NERC MSTRF: Sky camera event log

The sky-camera event-log records the start and stop date-times of interesting phenomena seen in the 1-minute interval images. It currently covers the period 25th April 2007 - 3rd August 2008. We are grateful to Joseph Prentice, Emily Mackintosh, Daniel Khosla, Kathryn Stone, Kieran Cook, Natasha Bierrum, and Amelia Gilio, who contributed to the log whilst undertaking work experience placements at the Rutherford Appleton Laboratory.

Click here to download a copy of the sky-camera event log (103 kbyte) in plain text formate.

Examples of phenomena identified in the log:
Daybreak i.e. when it has become light enough for the images to be of use

Sunset i.e. when the Sun disappears beyond the horizon

Nightfall i.e. when it has become too dark for the images to be of use

Mountain waves i.e. cloud features which remain quasi-stationary relative to the landscape. These include the classic burger-shaped lenticular clouds, which are generated by air flow over an isolated hill. However, they are more often hot-dog-shaped clouds, which are generated by air flow over a ridge. This category probably also includes fair-weather cumulus clouds which are preferentially formed in particular locations.

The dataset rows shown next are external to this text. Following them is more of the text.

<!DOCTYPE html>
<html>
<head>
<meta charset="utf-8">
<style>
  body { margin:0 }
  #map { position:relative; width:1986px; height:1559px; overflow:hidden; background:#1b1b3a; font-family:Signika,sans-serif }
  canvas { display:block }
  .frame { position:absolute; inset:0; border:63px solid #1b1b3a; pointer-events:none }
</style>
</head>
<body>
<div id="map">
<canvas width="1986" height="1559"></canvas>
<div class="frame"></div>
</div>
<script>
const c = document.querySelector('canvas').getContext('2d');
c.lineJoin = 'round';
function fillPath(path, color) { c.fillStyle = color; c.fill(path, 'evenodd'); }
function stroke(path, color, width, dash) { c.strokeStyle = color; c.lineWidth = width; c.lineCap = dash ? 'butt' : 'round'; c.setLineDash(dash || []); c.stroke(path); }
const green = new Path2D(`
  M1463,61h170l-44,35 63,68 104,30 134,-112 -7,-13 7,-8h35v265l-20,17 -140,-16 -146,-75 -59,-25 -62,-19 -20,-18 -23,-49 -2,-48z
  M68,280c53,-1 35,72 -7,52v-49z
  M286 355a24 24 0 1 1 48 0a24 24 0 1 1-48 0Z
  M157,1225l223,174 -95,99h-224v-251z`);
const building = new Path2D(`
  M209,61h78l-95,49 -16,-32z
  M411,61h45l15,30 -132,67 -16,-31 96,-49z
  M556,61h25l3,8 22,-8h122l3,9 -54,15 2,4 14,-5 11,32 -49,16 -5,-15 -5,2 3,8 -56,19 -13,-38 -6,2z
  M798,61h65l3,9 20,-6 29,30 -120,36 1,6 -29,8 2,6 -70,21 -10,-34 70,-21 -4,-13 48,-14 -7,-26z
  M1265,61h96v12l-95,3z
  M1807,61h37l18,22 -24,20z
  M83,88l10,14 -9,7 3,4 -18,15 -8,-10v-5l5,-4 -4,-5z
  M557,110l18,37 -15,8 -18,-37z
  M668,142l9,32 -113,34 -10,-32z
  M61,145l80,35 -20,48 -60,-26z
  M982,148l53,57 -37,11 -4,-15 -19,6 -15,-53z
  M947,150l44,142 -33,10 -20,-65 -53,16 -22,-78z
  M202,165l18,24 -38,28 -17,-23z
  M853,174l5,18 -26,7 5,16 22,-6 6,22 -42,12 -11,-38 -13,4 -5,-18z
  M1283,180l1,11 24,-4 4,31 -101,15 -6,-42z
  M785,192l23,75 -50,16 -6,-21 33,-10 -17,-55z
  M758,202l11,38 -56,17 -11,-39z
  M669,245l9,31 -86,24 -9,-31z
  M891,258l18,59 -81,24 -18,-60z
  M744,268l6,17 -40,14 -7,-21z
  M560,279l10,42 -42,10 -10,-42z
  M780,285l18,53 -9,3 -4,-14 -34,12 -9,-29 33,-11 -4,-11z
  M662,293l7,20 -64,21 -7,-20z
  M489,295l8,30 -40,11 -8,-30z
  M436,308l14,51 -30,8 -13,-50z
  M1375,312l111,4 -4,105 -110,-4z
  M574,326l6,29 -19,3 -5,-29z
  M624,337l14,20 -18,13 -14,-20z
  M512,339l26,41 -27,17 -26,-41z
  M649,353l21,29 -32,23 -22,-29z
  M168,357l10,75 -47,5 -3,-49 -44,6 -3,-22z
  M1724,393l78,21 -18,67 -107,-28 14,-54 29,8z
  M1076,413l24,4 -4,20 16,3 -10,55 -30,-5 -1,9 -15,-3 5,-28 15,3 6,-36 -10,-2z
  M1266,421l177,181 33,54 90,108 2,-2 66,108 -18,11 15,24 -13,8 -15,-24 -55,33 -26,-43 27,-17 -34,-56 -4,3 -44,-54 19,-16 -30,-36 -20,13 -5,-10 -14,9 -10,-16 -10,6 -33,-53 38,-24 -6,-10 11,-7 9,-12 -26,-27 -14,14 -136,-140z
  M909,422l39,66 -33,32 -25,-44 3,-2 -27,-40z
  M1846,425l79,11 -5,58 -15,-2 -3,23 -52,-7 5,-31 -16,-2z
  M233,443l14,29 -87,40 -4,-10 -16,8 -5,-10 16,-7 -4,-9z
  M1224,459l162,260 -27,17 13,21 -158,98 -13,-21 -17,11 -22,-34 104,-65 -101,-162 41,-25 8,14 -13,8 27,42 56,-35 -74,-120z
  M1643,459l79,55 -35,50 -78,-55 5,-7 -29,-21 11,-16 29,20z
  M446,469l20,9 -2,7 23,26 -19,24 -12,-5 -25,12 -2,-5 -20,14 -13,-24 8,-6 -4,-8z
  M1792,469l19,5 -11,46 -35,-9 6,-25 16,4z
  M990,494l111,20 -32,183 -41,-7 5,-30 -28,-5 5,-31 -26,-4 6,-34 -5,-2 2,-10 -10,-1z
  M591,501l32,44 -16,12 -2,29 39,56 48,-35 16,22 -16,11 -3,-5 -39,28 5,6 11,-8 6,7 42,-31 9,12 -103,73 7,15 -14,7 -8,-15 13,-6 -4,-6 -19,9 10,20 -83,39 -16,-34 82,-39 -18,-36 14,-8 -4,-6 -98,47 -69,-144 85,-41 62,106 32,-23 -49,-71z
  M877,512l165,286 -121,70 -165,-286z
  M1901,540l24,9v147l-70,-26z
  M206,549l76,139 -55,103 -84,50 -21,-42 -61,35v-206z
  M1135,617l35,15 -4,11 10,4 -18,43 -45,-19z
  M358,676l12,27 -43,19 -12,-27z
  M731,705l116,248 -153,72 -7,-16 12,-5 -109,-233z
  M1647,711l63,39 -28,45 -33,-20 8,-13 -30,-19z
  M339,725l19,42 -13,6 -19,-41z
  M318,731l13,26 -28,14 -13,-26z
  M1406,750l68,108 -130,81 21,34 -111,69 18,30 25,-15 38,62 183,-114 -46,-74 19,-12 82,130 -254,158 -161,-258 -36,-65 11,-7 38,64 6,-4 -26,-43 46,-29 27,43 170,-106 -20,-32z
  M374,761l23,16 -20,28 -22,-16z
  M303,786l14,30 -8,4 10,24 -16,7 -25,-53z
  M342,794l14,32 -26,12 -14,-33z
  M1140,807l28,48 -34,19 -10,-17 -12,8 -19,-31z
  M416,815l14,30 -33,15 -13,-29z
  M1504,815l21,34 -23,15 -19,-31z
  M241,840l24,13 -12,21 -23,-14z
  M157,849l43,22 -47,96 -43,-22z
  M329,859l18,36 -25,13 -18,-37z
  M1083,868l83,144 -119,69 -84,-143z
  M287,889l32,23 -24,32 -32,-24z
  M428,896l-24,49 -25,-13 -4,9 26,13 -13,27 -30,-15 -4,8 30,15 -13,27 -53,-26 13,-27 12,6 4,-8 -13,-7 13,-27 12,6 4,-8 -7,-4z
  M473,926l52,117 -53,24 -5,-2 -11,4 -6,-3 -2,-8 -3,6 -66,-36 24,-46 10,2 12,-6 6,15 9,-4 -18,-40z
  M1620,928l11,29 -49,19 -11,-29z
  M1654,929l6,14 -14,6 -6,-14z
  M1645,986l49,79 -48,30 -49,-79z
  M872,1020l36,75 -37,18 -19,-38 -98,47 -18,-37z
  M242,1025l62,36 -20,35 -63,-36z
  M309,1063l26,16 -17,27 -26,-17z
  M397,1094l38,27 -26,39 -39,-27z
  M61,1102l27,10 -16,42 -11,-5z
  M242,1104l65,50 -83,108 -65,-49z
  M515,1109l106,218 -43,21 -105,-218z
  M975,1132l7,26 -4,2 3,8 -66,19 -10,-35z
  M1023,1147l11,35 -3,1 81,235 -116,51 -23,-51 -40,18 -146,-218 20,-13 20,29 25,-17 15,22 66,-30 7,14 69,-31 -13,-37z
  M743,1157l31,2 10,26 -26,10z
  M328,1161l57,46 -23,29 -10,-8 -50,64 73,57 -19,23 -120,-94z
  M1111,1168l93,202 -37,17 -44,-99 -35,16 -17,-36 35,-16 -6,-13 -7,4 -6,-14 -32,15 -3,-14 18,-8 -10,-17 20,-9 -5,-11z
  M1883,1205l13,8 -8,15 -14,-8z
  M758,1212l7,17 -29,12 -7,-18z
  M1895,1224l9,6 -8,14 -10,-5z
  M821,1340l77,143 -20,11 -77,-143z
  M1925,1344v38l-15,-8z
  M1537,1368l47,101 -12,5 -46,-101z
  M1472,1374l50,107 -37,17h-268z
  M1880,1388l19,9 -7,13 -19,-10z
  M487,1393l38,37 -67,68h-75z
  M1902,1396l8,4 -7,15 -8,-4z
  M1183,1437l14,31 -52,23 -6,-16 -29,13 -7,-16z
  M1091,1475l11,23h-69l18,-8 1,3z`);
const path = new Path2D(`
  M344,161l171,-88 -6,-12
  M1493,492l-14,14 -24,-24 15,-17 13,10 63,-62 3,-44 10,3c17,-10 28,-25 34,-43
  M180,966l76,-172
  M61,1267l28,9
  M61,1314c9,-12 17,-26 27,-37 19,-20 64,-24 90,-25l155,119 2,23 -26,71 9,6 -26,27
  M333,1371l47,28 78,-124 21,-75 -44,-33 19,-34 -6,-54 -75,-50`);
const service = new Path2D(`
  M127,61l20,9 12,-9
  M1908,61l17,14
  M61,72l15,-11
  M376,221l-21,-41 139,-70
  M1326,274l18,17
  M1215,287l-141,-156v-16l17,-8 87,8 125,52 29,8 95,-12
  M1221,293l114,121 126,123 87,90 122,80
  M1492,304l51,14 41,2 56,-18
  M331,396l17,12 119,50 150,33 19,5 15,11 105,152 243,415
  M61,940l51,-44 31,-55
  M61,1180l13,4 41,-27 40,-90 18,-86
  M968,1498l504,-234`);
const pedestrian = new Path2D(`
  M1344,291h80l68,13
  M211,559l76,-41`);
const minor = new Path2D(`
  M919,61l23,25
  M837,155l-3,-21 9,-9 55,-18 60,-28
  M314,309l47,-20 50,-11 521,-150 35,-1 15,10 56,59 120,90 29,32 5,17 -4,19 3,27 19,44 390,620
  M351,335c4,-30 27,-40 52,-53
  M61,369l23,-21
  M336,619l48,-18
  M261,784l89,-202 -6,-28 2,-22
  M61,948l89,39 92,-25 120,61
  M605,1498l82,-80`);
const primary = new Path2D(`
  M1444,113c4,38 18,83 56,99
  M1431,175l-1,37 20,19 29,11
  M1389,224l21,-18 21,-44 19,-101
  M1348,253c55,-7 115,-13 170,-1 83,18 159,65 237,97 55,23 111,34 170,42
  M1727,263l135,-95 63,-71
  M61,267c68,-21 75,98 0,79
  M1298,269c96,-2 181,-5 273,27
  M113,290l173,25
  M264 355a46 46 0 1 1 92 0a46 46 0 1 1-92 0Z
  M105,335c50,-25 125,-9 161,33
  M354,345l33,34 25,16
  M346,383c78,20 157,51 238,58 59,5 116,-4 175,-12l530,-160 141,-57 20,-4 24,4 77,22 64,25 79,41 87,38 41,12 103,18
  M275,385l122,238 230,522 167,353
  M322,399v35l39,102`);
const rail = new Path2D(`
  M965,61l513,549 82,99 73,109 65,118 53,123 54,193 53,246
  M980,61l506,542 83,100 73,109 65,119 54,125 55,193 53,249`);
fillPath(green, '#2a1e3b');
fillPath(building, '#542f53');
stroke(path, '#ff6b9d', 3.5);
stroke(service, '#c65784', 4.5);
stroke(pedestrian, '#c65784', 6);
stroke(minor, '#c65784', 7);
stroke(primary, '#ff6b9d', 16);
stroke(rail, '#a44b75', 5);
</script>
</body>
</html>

Kelvin-Helmholtz Instabilities (KHIs) i.e. clouds which are characterised by a number of parallel bands. They can be similar in appearance to some mountain-wave clouds, but they have shorter horizontal wavelengths - typically just a few km. KHI patterns can often be seen in mountain wave clouds.

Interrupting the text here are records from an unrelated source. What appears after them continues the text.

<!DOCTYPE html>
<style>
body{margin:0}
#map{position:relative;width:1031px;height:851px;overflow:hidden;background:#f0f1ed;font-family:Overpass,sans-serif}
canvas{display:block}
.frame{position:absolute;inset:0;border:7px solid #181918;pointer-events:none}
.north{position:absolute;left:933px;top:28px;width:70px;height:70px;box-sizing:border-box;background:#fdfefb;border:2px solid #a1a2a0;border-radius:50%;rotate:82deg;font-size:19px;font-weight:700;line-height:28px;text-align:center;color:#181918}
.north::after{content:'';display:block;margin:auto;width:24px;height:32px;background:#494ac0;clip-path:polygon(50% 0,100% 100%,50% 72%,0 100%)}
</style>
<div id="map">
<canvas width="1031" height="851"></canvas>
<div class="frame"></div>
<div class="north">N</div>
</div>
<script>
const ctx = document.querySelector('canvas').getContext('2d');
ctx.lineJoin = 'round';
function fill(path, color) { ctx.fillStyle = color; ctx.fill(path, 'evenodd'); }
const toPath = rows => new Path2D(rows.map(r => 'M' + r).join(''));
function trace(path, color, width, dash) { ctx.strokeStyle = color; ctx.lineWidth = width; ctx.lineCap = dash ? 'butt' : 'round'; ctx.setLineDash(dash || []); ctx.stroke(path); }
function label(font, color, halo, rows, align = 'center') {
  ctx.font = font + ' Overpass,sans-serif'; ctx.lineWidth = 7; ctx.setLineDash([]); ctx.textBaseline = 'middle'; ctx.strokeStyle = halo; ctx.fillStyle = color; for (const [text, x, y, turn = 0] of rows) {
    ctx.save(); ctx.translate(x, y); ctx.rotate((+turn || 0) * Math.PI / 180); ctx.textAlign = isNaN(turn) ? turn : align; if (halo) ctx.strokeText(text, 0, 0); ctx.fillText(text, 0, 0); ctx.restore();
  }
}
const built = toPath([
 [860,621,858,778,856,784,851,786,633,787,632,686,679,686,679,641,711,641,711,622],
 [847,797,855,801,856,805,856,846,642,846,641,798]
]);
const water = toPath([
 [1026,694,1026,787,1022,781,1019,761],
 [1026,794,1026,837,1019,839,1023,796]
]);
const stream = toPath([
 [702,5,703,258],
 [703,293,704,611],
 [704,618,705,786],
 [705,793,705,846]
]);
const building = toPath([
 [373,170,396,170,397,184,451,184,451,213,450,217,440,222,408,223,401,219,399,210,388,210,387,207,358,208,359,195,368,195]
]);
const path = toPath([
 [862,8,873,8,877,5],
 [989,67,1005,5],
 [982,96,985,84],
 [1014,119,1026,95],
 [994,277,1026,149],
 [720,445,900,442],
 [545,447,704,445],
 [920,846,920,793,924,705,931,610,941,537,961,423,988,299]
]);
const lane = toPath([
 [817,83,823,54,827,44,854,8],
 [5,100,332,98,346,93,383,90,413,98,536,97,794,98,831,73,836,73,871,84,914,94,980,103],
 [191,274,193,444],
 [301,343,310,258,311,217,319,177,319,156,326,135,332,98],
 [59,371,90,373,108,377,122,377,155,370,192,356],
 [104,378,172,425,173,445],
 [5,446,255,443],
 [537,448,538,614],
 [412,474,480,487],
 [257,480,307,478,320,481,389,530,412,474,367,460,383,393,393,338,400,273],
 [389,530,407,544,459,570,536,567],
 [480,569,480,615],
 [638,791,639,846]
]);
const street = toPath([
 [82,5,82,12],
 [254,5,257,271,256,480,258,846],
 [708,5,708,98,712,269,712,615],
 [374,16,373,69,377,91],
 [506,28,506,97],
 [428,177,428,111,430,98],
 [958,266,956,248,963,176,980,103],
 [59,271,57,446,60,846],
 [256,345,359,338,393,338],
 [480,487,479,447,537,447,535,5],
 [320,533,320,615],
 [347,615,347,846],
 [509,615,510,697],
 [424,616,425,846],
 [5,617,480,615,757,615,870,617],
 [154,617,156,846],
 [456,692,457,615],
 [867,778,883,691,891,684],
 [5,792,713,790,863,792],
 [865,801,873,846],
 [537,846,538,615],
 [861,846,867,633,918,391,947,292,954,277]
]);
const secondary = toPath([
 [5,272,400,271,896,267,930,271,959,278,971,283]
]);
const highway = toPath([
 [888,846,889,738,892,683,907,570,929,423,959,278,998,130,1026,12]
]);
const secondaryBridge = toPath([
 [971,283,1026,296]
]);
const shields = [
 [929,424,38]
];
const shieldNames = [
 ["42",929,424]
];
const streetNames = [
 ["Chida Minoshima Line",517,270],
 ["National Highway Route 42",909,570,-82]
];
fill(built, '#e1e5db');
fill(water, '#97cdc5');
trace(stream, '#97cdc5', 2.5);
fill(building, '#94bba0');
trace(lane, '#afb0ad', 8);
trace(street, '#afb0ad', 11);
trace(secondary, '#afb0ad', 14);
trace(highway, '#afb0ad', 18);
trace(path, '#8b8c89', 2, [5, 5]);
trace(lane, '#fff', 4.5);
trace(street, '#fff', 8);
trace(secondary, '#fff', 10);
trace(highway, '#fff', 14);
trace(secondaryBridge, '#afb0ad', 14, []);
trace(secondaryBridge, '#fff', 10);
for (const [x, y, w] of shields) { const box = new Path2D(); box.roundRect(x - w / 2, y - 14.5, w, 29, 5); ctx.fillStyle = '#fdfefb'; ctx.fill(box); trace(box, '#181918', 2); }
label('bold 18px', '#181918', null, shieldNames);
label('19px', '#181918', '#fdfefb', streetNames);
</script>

Active cumulus i.e. clouds which show considerable changes in vertical extent/structure from one image/minute to the next.

Dying cumulus i.e. active cumulus which is evaporating.

Cirrus i.e. high, thin cloud.

Mist i.e. ground level cloud.

Rain i.e. rain is falling

Rainbow i.e. a rainbow is visible

Contrails i.e. long, thin trails formed behind aircraft. These act as tracers of the wind.

Counterflow i.e. the clouds/contrails are moving in different (nominally counter) directions at different heights.

Moon i.e. the Moon is seen in the image. The camera auto-adjusts to the light level and so the Moon becomes more blurred after nightfall.

Planet i.e. Venus or Saturn is seen in the images. These are not very large but can be seen to follow a well-defined path from one image to the next.

Insect i.e. an insect is sitting directly in front of the camera. These are, in fact, typically spiders, which tend to move in spiral patterns around their webs.

Crepuscular rays i.e. radial bands of light/shadow radiating from the Sun.

Aesthetic i.e. something working looking at simply because it looks good.